**TASK BRIEF:**
The answer must consist only of the lines from the line with "M1109 1254 1130 1296" to the line with "M880 1453 943 1665", both included, exactly as they stand below.

**PROVIDED MATERIAL:**

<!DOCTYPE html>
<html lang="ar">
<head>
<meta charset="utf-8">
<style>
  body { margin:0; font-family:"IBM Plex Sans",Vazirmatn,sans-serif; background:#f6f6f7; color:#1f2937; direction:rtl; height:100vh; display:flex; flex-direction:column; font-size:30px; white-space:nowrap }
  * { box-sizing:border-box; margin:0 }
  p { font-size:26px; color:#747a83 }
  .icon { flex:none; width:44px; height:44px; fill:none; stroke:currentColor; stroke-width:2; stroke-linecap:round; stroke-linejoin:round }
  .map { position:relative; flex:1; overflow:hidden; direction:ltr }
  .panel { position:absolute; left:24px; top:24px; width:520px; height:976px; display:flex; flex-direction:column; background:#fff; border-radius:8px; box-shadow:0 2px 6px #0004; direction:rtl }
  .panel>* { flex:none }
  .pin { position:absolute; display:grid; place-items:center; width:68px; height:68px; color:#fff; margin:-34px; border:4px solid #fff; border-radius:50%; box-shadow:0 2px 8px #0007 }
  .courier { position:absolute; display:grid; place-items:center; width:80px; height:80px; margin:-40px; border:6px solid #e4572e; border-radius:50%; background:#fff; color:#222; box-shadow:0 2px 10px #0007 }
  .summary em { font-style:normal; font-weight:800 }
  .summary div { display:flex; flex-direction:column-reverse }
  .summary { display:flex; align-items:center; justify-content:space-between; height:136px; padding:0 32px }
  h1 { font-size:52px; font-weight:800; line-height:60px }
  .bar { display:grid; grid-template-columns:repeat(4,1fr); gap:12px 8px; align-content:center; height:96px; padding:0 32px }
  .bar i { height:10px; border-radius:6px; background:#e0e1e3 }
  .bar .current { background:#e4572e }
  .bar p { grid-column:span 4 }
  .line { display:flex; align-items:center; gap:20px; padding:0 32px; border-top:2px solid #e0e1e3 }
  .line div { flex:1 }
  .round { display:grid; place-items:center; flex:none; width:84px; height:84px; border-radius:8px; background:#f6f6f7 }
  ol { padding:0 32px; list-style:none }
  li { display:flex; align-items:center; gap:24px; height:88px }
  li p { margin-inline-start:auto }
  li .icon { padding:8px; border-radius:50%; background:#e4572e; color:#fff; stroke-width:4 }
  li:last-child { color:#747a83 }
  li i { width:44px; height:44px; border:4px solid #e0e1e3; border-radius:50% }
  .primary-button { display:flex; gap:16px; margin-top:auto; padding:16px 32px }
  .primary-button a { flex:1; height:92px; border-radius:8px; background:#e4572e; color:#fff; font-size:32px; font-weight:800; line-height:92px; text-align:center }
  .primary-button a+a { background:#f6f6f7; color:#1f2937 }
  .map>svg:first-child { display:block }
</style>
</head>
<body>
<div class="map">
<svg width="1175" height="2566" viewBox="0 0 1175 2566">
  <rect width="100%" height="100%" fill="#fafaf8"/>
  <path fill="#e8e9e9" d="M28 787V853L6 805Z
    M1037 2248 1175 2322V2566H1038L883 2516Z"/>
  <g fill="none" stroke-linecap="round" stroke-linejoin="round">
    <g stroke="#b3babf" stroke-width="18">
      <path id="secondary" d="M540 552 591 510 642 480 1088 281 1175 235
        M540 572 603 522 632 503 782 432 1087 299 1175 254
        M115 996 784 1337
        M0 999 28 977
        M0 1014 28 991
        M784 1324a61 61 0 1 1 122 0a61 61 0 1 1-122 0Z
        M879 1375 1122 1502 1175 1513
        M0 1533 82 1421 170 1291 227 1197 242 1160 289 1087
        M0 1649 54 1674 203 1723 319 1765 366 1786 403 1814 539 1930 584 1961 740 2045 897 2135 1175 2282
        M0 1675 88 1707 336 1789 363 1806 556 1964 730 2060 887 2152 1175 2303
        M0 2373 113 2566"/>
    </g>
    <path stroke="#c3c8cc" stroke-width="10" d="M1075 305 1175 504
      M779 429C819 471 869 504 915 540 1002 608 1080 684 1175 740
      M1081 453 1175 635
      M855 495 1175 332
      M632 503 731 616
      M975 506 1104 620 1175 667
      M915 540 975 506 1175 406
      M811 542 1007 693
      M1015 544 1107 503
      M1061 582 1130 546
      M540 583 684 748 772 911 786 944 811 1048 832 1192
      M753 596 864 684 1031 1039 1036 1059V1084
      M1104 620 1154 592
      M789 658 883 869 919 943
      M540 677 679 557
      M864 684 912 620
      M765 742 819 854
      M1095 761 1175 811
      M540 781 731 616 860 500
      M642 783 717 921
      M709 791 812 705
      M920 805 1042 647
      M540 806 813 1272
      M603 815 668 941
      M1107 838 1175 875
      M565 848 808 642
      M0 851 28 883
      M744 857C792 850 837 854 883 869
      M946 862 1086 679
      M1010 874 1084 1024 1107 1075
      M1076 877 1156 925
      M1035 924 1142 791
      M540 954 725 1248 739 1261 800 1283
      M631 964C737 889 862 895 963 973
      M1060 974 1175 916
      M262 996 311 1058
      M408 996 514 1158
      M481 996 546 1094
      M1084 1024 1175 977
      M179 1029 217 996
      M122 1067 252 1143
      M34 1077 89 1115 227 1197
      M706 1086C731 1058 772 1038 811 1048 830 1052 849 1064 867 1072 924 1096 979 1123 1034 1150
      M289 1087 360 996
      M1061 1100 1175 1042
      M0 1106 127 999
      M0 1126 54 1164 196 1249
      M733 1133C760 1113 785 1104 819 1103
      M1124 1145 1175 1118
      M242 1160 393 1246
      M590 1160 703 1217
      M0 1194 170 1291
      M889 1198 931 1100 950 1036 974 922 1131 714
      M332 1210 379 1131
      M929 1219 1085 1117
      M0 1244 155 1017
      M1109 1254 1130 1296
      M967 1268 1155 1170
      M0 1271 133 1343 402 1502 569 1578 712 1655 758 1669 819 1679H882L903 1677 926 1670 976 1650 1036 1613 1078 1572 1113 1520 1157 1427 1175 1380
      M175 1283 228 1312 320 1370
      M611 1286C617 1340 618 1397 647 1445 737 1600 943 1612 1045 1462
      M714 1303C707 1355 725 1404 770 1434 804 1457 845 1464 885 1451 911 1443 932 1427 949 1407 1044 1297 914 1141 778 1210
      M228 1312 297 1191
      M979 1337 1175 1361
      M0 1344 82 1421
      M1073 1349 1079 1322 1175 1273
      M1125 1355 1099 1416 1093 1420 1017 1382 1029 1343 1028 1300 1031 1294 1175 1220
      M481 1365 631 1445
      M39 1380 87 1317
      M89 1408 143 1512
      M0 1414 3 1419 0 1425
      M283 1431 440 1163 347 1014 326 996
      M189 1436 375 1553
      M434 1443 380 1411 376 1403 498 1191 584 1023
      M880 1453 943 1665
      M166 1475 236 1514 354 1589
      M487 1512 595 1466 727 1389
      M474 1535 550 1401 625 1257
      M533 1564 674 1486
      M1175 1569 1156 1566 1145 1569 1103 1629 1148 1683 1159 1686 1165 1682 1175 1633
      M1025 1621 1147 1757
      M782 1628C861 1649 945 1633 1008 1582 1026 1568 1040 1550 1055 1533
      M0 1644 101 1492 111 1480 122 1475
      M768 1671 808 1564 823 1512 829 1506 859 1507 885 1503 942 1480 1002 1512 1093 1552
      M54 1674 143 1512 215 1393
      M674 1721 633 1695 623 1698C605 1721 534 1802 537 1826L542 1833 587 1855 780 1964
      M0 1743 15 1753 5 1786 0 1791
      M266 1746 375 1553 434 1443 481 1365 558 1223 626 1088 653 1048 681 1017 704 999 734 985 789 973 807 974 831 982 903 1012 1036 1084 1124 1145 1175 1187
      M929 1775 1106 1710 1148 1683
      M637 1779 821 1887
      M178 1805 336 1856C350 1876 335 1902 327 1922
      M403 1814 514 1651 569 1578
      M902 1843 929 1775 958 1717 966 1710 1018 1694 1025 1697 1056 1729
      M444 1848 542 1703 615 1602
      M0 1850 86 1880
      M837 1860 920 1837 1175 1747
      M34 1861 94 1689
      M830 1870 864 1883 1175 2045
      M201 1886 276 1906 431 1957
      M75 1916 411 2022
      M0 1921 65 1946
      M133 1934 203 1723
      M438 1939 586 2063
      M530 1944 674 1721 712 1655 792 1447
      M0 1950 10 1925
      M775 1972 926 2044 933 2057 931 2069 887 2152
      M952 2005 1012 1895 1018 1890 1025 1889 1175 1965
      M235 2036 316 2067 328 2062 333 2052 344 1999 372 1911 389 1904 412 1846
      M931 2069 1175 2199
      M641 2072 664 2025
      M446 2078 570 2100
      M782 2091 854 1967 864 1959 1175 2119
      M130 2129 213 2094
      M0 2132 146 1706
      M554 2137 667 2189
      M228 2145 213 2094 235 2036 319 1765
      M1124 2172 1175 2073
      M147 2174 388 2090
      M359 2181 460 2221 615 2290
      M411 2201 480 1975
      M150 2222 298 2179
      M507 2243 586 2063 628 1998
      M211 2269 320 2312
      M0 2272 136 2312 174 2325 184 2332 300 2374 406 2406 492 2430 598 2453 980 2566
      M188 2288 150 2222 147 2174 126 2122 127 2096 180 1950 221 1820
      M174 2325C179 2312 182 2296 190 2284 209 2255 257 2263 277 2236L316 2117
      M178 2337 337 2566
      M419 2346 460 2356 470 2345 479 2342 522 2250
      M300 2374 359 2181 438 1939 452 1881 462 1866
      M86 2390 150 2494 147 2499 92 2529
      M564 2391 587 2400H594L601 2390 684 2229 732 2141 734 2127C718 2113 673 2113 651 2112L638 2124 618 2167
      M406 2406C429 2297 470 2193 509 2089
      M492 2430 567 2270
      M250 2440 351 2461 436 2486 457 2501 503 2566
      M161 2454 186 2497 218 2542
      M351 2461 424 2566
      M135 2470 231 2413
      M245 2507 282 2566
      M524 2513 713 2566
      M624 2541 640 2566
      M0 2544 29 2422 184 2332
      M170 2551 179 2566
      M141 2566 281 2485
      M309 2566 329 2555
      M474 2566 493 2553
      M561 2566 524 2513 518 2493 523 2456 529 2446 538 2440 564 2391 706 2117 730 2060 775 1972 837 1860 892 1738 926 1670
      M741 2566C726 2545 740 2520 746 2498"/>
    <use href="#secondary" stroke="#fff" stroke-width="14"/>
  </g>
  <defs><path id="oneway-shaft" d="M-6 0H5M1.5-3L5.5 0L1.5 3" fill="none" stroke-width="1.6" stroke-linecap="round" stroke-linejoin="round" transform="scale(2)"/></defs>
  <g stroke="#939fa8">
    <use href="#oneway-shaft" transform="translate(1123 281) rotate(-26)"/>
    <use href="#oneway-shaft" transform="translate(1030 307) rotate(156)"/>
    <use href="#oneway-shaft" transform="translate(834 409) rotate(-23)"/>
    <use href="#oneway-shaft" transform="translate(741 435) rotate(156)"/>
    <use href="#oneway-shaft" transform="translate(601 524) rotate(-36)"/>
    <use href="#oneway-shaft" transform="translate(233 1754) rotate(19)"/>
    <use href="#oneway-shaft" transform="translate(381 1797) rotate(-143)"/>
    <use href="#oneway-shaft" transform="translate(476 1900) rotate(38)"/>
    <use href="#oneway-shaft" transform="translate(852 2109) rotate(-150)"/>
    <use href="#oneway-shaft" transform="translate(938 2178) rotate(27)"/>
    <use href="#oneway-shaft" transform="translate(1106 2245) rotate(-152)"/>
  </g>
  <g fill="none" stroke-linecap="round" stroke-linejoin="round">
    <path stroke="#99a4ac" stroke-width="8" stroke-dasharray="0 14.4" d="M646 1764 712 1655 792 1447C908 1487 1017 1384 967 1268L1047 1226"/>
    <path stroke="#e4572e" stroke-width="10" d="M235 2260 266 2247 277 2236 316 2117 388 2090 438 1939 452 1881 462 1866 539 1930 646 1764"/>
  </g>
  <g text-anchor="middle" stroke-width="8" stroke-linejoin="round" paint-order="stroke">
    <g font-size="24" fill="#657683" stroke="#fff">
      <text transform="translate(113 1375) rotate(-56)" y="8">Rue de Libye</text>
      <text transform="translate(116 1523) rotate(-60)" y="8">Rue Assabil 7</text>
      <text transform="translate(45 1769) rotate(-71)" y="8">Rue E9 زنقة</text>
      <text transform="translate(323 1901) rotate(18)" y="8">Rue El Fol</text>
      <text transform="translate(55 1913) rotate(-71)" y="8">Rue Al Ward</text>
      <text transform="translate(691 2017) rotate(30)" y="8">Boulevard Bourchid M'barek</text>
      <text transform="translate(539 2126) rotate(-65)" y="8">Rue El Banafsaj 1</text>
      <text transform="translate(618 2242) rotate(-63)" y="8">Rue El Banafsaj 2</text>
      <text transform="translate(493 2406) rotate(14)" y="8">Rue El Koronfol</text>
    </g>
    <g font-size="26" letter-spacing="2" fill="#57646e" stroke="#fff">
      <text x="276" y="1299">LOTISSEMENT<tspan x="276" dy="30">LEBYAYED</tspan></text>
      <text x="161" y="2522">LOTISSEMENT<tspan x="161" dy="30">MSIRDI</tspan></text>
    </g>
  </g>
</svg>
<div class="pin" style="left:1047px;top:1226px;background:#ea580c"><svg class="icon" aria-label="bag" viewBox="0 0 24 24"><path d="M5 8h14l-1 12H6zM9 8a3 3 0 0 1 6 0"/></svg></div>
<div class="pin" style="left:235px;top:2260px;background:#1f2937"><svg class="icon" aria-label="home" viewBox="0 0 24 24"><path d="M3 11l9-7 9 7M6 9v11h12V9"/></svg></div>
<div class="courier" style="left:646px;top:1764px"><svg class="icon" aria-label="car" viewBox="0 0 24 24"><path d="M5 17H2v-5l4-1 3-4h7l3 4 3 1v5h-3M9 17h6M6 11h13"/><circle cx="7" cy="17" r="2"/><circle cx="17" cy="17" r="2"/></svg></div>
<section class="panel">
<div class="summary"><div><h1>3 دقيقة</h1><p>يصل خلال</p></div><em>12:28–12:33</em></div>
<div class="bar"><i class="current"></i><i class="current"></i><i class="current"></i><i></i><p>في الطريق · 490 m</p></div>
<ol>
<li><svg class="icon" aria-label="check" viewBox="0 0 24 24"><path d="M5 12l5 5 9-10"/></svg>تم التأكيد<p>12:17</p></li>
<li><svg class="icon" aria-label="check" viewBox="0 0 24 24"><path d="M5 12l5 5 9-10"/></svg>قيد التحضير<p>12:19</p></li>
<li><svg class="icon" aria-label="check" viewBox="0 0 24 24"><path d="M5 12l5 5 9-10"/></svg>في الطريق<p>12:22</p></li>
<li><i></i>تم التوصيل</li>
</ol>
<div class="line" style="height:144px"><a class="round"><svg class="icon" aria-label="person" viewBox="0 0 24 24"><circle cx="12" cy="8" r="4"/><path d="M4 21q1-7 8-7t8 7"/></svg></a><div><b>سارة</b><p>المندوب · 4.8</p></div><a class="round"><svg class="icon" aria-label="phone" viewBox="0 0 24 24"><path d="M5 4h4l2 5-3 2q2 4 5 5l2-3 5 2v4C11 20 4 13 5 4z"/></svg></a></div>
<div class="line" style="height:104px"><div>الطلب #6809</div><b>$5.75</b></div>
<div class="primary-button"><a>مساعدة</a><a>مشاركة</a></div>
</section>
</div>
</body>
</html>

**SOLUTION:**
      M1109 1254 1130 1296
      M967 1268 1155 1170
      M0 1271 133 1343 402 1502 569 1578 712 1655 758 1669 819 1679H882L903 1677 926 1670 976 1650 1036 1613 1078 1572 1113 1520 1157 1427 1175 1380
      M175 1283 228 1312 320 1370
      M611 1286C617 1340 618 1397 647 1445 737 1600 943 1612 1045 1462
      M714 1303C707 1355 725 1404 770 1434 804 1457 845 1464 885 1451 911 1443 932 1427 949 1407 1044 1297 914 1141 778 1210
      M228 1312 297 1191
      M979 1337 1175 1361
      M0 1344 82 1421
      M1073 1349 1079 1322 1175 1273
      M1125 1355 1099 1416 1093 1420 1017 1382 1029 1343 1028 1300 1031 1294 1175 1220
      M481 1365 631 1445
      M39 1380 87 1317
      M89 1408 143 1512
      M0 1414 3 1419 0 1425
      M283 1431 440 1163 347 1014 326 996
      M189 1436 375 1553
      M434 1443 380 1411 376 1403 498 1191 584 1023
      M880 1453 943 1665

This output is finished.